How the Go Garbage Collector Works (Tricolor Mark and Sweep)

Go uses a concurrent tricolor mark-and-sweep garbage collector to automatically reclaim unused memory with minimal pause times.

The memory tax you don't see

You're running a Go service. It handles requests fine for an hour. Then latency spikes. You check the metrics and see memory usage climbing, then dropping sharply, then climbing again. The CPU graph shows periodic spikes that match the memory drops. The garbage collector is working, but it's fighting your allocation pattern. Understanding what happens under the hood helps you stop fighting the GC and start writing code that plays nice with it.

Go code follows strict formatting. Trust gofmt. Argue logic, not formatting. Most editors run it on save, so you never waste time debating indentation. The runtime manages memory for you. You allocate with new or make, and eventually, the runtime reclaims that memory when you're done. The algorithm is called tricolor mark-and-sweep. It runs concurrently with your code, keeping pauses short and latency predictable.

Tricolor mark and sweep

The GC classifies objects into three sets: white, gray, and black. White means unvisited. The object might be live, or it might be trash. Gray means visited but not fully processed. The object is live, but the GC hasn't checked what it points to. Black means fully processed. The object is live, and everything it points to has been accounted for.

The goal is to find all live objects and turn them black. Anything that remains white at the end is dead and gets swept away. The GC starts with roots. Roots are pointers the runtime knows are definitely alive: global variables, stack variables, and goroutine stacks. The GC marks roots as gray. Then it processes the gray set. For every gray object, the GC scans its pointers. Any object pointed to is marked gray if it was white. Once all pointers are scanned, the object turns black. This continues until the gray set is empty.

Go does not use generational collection. All objects are treated equally. The algorithm is non-moving. Objects stay where they are allocated. This avoids the cost of copying memory, but it can lead to fragmentation over time. The runtime handles fragmentation by returning memory to the OS during the sweep phase.

A manual trigger for learning

Here's the simplest way to trigger a collection cycle manually.

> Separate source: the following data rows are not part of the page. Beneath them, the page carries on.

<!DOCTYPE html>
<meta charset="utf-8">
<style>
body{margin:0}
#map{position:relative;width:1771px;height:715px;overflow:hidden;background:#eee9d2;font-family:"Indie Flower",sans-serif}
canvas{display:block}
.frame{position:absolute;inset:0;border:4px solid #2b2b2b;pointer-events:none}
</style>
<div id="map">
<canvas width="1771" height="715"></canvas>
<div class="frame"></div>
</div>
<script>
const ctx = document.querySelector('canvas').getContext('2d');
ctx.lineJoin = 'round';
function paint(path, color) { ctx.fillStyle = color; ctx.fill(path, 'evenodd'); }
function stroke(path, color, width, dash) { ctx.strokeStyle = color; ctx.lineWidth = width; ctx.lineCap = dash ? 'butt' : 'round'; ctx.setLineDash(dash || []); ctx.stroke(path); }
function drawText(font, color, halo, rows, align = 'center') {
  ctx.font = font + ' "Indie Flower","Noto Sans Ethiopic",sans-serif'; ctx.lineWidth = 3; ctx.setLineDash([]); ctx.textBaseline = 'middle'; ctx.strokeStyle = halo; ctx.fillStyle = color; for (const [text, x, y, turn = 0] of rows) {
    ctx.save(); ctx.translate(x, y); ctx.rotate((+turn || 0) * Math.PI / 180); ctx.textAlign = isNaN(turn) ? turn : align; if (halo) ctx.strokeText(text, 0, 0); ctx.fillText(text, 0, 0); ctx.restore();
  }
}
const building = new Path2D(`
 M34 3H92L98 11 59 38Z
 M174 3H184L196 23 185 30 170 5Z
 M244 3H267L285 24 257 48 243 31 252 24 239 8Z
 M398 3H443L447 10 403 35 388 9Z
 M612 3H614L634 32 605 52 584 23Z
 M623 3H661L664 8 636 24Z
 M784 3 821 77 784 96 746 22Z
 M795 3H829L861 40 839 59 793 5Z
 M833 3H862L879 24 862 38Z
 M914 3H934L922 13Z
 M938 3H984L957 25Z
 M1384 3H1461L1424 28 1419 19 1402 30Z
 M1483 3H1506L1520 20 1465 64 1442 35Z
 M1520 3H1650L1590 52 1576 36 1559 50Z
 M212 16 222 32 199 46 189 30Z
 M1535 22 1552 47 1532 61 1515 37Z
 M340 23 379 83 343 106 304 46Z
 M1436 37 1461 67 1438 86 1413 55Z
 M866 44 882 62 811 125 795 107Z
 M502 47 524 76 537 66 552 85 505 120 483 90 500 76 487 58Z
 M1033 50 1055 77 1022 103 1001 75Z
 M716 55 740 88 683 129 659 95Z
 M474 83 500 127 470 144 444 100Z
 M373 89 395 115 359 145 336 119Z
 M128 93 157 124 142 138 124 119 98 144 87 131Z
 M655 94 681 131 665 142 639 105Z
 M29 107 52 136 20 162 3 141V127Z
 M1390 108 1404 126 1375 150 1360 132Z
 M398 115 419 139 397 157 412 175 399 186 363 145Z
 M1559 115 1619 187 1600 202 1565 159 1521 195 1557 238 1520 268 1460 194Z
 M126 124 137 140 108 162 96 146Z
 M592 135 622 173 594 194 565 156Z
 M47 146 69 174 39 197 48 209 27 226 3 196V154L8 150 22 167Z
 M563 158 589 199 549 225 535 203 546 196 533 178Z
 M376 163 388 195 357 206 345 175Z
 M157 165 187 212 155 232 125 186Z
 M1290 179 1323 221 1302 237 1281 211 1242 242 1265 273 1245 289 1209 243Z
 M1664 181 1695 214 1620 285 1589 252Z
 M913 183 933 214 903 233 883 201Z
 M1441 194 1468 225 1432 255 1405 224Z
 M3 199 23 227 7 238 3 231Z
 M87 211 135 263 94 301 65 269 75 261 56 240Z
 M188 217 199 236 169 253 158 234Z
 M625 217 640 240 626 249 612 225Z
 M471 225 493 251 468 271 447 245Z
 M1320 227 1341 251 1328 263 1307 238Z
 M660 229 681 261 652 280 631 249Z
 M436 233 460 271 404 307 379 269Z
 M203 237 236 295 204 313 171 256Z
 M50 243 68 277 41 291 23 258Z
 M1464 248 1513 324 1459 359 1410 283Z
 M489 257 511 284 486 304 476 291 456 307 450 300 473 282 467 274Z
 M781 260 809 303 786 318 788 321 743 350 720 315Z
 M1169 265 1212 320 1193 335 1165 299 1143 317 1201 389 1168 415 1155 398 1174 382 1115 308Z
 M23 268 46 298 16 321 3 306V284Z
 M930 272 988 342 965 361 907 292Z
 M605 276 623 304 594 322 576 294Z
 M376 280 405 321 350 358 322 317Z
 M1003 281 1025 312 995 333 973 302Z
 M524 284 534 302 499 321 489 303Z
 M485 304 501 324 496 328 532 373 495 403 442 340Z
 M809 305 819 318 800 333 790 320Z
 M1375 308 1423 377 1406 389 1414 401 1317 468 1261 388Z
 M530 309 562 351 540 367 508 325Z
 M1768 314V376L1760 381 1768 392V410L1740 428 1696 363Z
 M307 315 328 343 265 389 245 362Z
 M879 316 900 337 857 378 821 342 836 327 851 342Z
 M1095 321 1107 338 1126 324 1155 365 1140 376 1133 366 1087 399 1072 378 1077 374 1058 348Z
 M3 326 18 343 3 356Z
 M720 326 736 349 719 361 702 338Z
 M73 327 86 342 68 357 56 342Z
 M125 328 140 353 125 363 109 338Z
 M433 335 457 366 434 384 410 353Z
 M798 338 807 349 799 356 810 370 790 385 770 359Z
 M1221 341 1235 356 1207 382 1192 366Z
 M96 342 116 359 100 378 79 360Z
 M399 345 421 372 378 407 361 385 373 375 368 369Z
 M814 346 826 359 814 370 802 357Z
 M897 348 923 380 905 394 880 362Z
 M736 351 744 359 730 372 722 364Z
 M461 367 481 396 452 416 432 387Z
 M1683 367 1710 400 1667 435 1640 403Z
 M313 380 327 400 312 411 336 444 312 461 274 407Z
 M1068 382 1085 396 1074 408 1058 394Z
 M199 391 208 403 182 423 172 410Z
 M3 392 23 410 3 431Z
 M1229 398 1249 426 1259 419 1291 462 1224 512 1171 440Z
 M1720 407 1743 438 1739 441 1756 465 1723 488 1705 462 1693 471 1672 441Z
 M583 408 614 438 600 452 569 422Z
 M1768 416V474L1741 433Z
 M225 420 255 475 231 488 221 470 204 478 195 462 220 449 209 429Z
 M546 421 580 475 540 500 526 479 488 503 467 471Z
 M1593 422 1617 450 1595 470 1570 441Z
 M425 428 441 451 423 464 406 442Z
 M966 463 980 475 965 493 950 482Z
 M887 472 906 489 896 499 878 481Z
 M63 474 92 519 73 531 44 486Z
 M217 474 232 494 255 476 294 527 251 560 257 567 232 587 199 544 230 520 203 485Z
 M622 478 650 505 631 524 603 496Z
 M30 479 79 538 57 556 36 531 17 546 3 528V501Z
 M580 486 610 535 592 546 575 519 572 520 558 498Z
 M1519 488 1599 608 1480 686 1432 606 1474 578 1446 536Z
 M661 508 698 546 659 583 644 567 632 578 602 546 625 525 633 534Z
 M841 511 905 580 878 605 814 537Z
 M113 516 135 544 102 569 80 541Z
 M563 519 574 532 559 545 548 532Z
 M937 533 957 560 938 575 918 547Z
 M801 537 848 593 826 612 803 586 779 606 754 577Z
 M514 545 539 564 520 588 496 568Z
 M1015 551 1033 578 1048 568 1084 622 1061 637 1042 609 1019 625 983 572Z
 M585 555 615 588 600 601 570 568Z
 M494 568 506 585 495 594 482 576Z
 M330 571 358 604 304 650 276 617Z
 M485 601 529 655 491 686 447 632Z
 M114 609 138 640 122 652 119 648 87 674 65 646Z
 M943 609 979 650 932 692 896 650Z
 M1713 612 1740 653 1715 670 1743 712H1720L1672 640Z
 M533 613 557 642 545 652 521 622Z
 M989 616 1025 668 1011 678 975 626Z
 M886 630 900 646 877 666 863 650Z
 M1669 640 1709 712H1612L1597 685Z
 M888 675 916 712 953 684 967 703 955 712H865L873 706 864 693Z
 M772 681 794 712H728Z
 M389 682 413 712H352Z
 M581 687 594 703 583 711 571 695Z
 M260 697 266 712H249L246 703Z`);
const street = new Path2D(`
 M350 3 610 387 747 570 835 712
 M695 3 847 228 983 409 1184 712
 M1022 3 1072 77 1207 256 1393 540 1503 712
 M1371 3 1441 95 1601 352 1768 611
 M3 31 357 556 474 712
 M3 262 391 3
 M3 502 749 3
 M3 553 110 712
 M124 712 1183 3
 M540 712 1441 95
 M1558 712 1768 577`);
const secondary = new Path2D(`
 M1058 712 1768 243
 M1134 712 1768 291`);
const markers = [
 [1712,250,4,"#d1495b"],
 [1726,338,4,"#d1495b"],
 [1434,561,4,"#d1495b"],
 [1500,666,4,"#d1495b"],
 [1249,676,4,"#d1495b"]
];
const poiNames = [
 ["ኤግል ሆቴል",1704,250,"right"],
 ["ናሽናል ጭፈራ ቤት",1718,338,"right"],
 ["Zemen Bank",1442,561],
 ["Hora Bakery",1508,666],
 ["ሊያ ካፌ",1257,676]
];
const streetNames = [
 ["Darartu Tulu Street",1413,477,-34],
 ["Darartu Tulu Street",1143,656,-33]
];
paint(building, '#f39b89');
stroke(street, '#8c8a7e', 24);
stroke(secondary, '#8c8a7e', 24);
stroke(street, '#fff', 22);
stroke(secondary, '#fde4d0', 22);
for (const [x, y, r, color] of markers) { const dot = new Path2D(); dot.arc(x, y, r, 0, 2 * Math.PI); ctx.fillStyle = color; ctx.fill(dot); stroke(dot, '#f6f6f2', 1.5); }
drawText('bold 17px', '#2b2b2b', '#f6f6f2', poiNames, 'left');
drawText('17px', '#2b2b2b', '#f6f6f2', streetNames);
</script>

You rarely need this in production, but it helps see the mechanism in action.

package main

import (
	"fmt"
	"runtime"
)

func main() {
	// Allocate a large slice to force heap allocation.
	// Stack allocation is faster but limited to the function scope.
	data := make([]byte, 1024*1024)
	data[0] = 1 // Keep the compiler from optimizing the allocation away.

	// runtime.GC() forces a full garbage collection cycle.
	// This is a blocking call for the caller, though the GC runs concurrently.
	runtime.GC()

	// MemStats captures heap metrics after the collection.
	var stats runtime.MemStats
	runtime.ReadMemStats(&stats)
	fmt.Printf("Heap in use: %d bytes\n", stats.HeapInuse)
}

Calling runtime.GC() blocks the calling goroutine until the collection finishes. If you call this in a hot path, you stall your request. The compiler won't stop you, but your latency metrics will scream. Use this only for benchmarks or tests where you need to measure steady-state memory usage.

How the runtime keeps up

The GC runs concurrently with the mutator, which is your application code. This is the hard part. If your code changes pointers while the GC is marking, you might miss a live object. Go uses write barriers to solve this. A write barrier is a tiny bit of code inserted by the compiler whenever you write a pointer. It tells the GC, "Hey, I just changed a pointer, check this out."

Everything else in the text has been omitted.